Temperatures are expected to drop slightly on Sunday to lower than 30 degrees Celsius.
“Over the northern parts, some areas are expecting high temperatures of about 35 degrees Celsius but temperatures to lower then 30 degrees Celsius could be expected. Towards the west, hot conditions must be expected with cloud cover, with rain over the Namib desert.”
At the coast, rain is expected over the northern and central coast where temperatures will be relatively warm to hot in the range of 26 to 29 degrees Celsius, he said.
Senior hydrologist in the agriculture ministry Leonard Hango said it is a trend that there are dry spells experienced in the Cuvelai Basin in January, which has already been demonstrated by the recent rainfall patterns.

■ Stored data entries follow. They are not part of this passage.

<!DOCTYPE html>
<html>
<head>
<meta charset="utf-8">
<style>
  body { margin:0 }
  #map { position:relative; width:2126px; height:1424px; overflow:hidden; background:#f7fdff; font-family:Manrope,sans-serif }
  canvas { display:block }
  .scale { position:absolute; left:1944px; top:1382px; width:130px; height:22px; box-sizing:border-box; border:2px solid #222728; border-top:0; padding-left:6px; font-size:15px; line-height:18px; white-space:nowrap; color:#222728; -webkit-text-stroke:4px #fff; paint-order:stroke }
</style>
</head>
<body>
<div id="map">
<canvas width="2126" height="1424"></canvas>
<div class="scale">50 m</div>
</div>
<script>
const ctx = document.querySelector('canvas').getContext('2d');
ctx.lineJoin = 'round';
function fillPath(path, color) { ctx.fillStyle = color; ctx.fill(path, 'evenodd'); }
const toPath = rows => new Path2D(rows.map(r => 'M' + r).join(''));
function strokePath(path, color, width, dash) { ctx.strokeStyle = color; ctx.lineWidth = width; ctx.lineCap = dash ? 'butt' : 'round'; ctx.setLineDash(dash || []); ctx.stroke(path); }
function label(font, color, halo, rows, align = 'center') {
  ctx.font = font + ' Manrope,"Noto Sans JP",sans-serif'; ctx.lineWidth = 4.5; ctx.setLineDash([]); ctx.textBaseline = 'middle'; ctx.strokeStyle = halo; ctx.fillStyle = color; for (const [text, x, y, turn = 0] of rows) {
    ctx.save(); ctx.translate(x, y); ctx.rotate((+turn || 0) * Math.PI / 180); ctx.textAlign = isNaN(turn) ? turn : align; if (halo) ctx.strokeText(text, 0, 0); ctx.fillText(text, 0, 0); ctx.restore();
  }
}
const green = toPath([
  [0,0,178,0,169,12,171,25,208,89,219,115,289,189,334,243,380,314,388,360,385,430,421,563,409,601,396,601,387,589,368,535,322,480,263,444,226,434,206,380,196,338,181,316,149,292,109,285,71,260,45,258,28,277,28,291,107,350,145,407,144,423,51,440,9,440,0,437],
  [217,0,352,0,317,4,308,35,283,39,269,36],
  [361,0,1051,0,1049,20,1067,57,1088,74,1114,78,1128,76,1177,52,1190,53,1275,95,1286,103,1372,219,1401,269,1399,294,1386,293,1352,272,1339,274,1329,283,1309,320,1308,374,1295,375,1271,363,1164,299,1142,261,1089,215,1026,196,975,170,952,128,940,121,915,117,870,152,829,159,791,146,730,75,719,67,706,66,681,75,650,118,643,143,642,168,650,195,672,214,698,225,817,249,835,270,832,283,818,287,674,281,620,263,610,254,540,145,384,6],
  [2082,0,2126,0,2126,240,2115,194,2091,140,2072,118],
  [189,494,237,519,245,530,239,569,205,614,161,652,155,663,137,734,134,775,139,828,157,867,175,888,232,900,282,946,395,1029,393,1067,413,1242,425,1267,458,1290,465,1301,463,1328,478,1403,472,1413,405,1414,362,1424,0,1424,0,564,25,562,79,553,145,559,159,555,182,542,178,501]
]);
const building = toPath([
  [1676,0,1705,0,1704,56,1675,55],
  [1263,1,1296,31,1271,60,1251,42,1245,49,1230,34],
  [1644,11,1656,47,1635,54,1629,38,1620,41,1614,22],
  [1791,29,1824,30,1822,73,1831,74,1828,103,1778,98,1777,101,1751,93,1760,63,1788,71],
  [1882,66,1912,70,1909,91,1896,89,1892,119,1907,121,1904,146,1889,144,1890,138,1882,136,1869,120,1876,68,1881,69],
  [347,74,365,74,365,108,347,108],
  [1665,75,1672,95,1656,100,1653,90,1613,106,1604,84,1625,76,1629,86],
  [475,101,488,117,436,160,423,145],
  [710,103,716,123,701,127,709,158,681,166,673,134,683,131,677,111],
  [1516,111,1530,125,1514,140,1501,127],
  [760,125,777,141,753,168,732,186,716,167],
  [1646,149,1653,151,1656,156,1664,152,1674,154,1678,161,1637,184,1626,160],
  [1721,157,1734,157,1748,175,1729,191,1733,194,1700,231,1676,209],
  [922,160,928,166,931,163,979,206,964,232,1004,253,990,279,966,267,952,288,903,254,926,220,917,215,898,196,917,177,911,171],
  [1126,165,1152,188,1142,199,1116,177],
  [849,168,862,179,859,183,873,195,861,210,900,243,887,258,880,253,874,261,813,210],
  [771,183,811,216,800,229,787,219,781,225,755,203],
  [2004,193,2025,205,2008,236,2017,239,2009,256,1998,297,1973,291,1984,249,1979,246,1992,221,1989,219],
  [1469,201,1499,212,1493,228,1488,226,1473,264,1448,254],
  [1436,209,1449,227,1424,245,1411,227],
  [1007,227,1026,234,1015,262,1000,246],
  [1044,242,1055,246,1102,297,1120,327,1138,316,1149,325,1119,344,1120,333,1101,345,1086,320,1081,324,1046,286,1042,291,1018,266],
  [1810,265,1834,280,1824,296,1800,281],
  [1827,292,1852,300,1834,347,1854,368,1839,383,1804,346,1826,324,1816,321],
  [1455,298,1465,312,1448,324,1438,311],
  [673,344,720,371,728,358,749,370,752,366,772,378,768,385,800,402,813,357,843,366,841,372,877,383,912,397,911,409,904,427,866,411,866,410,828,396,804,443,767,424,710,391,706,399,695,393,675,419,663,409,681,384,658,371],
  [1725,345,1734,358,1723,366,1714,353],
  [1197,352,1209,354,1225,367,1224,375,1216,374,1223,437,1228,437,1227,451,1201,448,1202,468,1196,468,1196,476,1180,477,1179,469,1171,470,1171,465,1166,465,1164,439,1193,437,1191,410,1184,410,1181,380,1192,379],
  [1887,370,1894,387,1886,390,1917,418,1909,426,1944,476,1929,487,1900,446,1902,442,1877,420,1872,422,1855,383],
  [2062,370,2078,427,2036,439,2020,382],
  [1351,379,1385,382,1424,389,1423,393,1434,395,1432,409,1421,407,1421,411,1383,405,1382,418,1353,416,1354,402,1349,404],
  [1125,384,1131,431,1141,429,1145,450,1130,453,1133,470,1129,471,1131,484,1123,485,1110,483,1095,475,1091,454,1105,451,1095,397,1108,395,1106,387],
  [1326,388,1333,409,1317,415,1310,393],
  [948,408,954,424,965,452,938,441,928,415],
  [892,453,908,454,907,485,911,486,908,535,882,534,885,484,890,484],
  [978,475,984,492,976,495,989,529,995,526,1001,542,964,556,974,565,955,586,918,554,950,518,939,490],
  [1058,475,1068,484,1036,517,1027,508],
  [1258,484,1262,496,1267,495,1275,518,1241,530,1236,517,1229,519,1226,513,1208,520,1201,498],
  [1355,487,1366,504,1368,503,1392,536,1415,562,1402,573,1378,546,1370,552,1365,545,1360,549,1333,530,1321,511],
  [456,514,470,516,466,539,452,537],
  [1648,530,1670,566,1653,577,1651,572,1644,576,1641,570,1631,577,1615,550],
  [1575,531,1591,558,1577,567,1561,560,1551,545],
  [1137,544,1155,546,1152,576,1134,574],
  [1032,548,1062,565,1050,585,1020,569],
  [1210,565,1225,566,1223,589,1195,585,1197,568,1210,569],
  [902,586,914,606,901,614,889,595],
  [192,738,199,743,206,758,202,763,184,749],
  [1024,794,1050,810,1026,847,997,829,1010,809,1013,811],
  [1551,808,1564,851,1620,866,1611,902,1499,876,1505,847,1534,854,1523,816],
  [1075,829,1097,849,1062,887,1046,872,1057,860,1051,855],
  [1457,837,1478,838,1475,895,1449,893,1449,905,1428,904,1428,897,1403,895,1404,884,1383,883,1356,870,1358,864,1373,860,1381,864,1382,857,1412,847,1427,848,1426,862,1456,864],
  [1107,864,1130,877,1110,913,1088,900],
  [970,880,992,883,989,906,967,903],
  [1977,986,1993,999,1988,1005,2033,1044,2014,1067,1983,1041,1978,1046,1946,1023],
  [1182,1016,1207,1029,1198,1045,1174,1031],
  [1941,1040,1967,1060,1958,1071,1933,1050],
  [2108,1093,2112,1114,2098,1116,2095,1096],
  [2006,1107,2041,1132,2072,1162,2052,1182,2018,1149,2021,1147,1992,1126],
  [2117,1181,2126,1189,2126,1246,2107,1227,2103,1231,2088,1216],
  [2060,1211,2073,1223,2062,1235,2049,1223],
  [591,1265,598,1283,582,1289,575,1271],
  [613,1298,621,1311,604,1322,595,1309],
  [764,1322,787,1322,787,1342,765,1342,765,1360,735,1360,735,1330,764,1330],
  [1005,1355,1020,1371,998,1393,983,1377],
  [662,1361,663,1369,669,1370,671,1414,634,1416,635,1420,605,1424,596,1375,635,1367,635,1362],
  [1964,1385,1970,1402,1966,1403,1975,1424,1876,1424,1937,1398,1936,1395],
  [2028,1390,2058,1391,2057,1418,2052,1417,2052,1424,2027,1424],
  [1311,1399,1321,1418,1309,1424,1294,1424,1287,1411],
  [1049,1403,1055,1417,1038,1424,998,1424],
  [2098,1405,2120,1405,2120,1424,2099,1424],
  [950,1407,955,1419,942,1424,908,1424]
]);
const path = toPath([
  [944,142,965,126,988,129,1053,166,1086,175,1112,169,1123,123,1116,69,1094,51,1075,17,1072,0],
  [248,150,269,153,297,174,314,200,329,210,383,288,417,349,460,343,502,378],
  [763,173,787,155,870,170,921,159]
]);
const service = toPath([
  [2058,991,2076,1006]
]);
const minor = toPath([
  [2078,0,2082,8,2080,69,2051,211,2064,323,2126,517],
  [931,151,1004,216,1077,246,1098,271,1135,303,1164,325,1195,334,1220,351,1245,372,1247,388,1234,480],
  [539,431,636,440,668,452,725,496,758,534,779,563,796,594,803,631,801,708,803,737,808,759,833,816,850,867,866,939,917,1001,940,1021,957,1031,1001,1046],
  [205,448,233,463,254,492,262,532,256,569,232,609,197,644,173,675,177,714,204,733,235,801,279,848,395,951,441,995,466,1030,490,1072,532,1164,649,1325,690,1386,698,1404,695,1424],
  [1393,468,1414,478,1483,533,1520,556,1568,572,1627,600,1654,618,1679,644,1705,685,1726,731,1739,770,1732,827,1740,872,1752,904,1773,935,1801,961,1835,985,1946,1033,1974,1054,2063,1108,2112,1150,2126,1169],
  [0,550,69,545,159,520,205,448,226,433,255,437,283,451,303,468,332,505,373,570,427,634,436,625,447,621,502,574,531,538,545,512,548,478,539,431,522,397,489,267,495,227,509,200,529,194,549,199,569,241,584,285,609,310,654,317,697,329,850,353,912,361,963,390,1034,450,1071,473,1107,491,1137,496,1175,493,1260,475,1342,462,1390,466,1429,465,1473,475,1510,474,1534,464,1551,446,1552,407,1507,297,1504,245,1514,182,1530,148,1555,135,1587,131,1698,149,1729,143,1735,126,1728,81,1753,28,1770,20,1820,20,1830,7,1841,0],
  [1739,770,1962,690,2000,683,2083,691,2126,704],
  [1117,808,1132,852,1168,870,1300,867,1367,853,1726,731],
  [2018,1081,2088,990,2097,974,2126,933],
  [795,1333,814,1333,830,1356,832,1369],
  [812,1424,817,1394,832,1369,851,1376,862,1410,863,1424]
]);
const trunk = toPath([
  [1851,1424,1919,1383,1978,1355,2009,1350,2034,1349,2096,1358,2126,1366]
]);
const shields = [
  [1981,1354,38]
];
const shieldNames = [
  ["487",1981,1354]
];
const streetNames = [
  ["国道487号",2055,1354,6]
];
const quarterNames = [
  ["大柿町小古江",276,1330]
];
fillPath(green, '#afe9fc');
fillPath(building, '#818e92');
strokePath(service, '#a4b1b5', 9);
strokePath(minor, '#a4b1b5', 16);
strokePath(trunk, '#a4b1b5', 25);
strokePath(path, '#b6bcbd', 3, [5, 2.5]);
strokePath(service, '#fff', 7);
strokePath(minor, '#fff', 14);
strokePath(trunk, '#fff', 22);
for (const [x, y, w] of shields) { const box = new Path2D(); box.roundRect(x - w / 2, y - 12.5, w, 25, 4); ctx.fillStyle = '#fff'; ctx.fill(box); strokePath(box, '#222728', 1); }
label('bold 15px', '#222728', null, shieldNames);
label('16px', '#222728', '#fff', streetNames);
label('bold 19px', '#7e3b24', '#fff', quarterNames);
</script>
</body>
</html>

Hango said despite that, good rainfall events happen in February and there is currently good rainfall being experienced.
“We are hoping that the pattern of rain throughout February remains the same so that we have enough water for animals and crops for a good harvest. There has been good rainfall received in the western parts of the Omusati region, while other parts of the northern regions remain dry,” Hango said.

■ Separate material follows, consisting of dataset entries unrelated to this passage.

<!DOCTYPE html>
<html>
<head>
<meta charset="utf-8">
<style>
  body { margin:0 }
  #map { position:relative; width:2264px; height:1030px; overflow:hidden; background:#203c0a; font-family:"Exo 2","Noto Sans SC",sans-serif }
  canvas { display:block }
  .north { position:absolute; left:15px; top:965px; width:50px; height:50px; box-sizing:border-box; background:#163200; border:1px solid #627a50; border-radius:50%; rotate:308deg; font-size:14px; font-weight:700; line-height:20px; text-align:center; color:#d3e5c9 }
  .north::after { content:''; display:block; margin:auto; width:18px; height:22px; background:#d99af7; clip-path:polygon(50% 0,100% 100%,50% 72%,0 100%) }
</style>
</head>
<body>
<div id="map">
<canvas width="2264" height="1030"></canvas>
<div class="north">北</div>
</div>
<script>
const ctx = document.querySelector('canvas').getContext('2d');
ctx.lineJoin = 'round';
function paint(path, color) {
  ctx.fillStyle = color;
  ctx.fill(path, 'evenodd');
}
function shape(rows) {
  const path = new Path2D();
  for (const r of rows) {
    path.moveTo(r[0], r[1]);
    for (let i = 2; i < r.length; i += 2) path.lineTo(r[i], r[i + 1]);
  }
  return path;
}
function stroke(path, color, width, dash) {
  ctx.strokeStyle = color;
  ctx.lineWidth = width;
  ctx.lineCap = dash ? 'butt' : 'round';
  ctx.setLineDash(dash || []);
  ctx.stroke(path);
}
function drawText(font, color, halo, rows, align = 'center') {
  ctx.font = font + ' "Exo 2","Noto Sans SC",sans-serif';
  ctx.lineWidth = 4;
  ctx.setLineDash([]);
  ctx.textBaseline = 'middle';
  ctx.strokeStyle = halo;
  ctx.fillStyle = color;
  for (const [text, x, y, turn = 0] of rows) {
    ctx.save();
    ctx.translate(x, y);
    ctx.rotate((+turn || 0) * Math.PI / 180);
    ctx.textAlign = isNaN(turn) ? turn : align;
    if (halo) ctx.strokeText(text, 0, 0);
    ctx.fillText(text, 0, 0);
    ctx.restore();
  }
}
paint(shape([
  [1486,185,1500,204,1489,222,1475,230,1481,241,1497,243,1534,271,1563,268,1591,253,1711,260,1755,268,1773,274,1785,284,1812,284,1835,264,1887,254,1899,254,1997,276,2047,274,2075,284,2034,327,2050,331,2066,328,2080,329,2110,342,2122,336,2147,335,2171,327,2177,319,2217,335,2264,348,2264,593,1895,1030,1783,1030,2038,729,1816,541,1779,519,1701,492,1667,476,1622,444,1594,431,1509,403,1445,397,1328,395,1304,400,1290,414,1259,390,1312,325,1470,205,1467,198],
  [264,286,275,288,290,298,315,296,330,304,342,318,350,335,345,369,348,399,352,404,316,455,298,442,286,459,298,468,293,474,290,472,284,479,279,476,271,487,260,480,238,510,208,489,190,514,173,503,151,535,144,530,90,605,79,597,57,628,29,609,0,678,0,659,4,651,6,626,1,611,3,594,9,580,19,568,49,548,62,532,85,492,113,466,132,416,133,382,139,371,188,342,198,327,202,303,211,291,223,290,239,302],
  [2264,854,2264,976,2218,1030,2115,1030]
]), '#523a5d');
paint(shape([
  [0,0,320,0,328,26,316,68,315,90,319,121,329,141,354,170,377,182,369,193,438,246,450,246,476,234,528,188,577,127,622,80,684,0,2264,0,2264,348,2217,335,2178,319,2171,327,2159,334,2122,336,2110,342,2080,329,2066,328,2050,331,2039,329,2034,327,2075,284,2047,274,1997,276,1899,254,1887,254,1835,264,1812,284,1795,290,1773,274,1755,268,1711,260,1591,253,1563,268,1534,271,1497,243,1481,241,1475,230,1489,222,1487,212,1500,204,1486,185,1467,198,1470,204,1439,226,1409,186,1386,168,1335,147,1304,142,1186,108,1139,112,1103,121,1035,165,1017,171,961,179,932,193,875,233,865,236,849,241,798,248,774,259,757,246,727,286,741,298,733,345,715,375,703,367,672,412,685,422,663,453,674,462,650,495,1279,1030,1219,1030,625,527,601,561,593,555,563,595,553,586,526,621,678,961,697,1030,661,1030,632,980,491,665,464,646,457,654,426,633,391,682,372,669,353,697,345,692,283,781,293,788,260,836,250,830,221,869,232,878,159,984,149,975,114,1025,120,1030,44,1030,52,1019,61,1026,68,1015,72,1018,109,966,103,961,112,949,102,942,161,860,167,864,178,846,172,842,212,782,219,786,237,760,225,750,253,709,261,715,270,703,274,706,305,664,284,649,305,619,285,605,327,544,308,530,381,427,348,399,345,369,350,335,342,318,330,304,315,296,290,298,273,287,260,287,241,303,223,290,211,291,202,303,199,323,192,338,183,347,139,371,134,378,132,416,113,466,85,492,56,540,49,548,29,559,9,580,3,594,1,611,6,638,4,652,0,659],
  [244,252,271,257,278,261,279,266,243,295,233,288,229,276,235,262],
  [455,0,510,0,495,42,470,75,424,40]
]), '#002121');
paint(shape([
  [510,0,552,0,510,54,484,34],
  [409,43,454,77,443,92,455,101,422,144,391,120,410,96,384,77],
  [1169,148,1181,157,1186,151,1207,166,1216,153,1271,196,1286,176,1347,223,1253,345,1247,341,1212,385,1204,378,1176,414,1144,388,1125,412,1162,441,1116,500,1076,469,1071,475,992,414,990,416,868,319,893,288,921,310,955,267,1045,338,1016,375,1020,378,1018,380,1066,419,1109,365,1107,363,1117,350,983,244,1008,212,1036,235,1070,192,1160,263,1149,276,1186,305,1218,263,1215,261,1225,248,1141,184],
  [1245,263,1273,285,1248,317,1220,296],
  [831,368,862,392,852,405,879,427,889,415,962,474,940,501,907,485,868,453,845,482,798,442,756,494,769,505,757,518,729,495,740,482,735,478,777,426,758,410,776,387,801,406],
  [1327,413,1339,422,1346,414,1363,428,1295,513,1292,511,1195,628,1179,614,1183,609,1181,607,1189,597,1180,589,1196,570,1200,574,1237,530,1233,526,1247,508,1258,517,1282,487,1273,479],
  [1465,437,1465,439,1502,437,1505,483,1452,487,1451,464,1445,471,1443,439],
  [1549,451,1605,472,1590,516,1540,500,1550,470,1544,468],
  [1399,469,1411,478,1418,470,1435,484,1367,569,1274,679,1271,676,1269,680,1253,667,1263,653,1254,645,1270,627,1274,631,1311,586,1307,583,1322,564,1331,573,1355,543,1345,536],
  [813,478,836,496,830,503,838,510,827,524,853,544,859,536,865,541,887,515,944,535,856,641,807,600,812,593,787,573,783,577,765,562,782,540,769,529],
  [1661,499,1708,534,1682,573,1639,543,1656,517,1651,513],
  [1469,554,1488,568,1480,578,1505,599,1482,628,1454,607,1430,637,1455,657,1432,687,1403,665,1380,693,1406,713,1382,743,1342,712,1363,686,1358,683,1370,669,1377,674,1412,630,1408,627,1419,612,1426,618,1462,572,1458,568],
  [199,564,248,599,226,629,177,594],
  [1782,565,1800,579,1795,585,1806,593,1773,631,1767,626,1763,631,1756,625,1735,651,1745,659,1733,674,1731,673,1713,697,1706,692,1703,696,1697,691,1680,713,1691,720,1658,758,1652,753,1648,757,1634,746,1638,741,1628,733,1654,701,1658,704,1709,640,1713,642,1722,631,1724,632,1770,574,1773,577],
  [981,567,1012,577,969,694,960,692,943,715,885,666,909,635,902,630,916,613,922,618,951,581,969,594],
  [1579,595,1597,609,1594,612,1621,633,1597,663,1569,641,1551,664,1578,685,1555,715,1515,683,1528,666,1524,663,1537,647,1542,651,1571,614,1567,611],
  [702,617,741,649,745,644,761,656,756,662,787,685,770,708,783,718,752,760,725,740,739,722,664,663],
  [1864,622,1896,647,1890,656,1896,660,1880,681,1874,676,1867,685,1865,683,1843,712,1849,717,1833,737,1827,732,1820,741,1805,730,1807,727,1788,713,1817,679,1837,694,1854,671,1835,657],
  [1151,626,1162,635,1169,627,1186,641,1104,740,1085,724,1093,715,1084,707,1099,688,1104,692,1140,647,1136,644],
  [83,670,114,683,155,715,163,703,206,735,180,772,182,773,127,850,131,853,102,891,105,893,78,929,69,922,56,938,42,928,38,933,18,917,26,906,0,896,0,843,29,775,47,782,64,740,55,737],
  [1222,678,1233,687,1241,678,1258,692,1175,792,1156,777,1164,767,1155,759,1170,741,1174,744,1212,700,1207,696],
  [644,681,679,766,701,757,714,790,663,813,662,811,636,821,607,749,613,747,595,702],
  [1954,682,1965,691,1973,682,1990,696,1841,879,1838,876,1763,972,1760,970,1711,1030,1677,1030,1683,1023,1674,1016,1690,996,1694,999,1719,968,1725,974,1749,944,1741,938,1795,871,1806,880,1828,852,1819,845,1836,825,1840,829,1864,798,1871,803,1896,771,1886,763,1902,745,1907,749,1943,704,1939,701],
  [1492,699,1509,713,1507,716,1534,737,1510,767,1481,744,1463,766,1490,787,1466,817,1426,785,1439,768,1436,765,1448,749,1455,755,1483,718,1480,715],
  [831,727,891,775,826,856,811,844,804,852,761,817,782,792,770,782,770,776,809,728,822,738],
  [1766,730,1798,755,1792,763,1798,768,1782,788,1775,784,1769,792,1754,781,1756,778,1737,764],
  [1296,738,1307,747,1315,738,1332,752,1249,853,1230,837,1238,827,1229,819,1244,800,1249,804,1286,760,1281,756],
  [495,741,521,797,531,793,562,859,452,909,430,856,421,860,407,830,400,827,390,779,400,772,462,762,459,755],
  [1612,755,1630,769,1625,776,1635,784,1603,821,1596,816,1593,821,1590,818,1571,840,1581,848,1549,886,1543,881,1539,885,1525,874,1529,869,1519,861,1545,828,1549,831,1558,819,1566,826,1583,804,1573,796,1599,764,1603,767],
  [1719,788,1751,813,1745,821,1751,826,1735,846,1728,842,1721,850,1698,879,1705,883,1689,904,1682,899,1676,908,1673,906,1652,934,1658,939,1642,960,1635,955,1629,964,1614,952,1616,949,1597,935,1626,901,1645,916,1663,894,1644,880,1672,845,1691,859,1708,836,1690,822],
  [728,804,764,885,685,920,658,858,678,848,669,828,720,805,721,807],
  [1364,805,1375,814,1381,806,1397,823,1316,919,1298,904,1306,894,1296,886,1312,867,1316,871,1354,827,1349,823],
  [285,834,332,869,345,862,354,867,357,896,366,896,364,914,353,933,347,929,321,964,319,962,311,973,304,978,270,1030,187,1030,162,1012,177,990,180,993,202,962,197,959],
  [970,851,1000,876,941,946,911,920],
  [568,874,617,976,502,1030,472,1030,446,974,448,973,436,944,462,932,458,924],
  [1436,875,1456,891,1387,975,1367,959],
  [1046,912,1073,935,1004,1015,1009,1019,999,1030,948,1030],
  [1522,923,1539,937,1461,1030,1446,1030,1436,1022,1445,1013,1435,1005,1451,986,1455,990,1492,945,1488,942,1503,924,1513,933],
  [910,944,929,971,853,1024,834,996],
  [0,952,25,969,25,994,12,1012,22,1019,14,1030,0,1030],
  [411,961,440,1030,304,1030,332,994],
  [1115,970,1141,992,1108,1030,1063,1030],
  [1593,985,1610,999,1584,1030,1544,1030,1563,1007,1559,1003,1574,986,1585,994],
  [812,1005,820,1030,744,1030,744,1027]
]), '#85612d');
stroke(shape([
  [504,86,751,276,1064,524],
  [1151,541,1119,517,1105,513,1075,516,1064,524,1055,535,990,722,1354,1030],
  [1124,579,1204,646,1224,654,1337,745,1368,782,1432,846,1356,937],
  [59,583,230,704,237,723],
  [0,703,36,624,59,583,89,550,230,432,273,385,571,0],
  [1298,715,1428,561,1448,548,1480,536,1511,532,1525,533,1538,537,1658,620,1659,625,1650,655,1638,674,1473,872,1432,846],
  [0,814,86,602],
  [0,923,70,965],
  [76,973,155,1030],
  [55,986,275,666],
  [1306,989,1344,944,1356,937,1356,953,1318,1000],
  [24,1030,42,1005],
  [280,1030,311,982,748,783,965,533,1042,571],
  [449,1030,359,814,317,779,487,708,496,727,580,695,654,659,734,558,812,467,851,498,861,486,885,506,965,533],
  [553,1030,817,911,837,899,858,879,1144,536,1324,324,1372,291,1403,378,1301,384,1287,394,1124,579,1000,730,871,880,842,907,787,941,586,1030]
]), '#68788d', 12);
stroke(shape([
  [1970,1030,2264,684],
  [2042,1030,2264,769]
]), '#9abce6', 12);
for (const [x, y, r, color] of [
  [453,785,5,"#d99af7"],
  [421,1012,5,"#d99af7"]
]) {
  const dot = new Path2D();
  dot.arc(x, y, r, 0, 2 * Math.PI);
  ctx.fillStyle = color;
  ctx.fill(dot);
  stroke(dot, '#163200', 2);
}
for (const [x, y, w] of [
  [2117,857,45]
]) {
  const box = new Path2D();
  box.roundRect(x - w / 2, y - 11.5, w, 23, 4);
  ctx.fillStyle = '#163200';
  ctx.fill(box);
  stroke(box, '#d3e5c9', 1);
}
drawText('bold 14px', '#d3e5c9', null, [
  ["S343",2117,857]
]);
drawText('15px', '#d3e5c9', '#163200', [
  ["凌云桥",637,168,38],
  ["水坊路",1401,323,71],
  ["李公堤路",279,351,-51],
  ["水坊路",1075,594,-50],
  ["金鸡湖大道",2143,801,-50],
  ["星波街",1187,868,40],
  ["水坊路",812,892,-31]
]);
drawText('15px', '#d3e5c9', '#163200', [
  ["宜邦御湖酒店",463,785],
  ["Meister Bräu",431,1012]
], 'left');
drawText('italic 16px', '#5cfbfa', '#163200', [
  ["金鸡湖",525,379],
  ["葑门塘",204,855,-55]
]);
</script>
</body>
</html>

Despite dry spells experienced in some parts of the north, recent rainfall patterns have revived hope.
“We hope the trend remains the same to ensure that our farmers have enough produce and animals have enough water,” he said.
Hango said flooding only takes place when there is plenty of rainfall locally or from outside the country in Angola.
He said significant rainfall has been received in the Cunene province in Angola.
“Such events of rainfall result in bringing water to our catchment areas. The Kunene River water level is rising at 97%, which is a good sign, especially for the north-central regions who depend on water from the Calueque Dam.”
He said currently there are no signs of floods, despite some areas in the Omusati region being inundated.